In a telling statement that reveals that Perveen and her son and son-in-law might have been motivated by greed, the accused has admitted that Khan’s employment was a major sticking point in her approval of him. “We were blinded by our rage over her getting married to a mechanic,” she told her sister. “None of us could stomach the thought of Zeenat being married to him. We couldn’t believe our ears when she told us she wanted to get married—she was so young.” Khan also claims that Anees would often visit him to borrow money. “We both come from poor families. But Zeenat’s brother blamed the world for their misfortune, wasting the family’s money on alcohol and drugs. I hoped having a proper job as a motorcycle mechanic would help them see I was a good match for their daughter, but it was not to be.”
While Perveen has told her sister she’s remorseful, her own words do little to inspire sympathy. “I haven’t been able to cry for her. How can I? If I cried, people would taunt me, they’d ask me who I was weeping for. I have no answers for them. I killed her. I’m to blame. How can I feel sorry for something I’m at fault for?” Perveen told her sister during a recent prison visit. “This had nothing to do with Allah. It was my decision. I turned from a mother into a cruel woman who couldn’t see beyond seeking revenge for slights to her wounded pride. And who did I seek this revenge from? My own blood. I know no one will believe me, but I still love my child, my innocent child.”

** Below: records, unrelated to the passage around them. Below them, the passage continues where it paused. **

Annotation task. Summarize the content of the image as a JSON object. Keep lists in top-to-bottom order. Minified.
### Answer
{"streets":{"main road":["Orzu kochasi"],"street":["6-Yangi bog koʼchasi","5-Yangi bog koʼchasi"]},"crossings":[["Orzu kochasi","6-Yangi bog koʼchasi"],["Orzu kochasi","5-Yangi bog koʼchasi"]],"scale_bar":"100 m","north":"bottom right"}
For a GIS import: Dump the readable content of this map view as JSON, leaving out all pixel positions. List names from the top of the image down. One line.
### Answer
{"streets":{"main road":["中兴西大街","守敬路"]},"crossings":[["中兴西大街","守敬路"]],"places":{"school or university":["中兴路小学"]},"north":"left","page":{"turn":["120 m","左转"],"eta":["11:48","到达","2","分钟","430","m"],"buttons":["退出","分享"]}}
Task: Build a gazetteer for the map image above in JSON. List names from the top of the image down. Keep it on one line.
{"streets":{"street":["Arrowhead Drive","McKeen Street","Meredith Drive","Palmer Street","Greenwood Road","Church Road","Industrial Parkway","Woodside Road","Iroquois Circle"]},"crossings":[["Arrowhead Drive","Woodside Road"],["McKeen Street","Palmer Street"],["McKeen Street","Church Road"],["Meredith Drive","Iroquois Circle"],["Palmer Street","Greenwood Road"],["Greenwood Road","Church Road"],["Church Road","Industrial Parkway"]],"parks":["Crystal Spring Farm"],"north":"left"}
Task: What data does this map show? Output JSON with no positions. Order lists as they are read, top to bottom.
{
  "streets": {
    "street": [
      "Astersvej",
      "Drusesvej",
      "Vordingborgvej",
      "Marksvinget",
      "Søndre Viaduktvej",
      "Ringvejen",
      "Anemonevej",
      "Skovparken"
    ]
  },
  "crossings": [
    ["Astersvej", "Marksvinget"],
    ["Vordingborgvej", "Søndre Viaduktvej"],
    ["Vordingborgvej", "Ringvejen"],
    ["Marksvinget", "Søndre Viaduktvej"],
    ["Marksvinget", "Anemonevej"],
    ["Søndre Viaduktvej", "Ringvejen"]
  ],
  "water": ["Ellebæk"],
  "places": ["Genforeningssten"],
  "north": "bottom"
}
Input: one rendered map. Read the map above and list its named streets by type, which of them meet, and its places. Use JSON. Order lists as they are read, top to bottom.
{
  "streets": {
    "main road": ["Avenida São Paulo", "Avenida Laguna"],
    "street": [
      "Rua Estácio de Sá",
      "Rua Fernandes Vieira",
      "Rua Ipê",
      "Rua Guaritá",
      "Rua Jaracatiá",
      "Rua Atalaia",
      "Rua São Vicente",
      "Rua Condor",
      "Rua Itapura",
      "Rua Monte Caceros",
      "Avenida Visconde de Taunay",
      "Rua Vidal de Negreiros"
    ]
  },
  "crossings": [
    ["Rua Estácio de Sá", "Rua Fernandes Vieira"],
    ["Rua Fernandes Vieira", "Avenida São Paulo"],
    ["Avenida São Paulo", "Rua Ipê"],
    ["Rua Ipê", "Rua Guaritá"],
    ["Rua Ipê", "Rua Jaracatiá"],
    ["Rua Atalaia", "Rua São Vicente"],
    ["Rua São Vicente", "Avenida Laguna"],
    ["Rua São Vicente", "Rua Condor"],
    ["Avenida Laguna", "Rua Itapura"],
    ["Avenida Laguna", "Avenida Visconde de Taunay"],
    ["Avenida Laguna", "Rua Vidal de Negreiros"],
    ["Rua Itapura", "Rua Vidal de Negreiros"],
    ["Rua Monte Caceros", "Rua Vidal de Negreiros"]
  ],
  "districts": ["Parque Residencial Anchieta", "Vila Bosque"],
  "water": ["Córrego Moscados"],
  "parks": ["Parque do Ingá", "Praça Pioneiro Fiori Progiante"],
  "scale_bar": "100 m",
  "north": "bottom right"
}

The family’s statements have raised concerns that they might seek pardons through Pakistan’s controversial qisas and diyat laws, which allow families to agree on blood money, or through loopholes in the legal system that allow relatives to forgive killers of their family members. But the family’s too-little-too-late remorse is meaningless to Khan, who has vowed he will not rest until he’s found justice for his wife.
“If the government would introduce legislation promising harsh punishments for torching women, I’m sure my wife would still be alive,” he says, accusing the state’s inaction on ‘honor killings’ for encouraging such brutality. “I promised my wife when I buried her that I would never forgive her mother, brother or brother-in-law. They didn’t just kill her, they killed my trust in humanity, the blind trust of a daughter in her family. I will not rest until justice has been obtained for my poor wife.”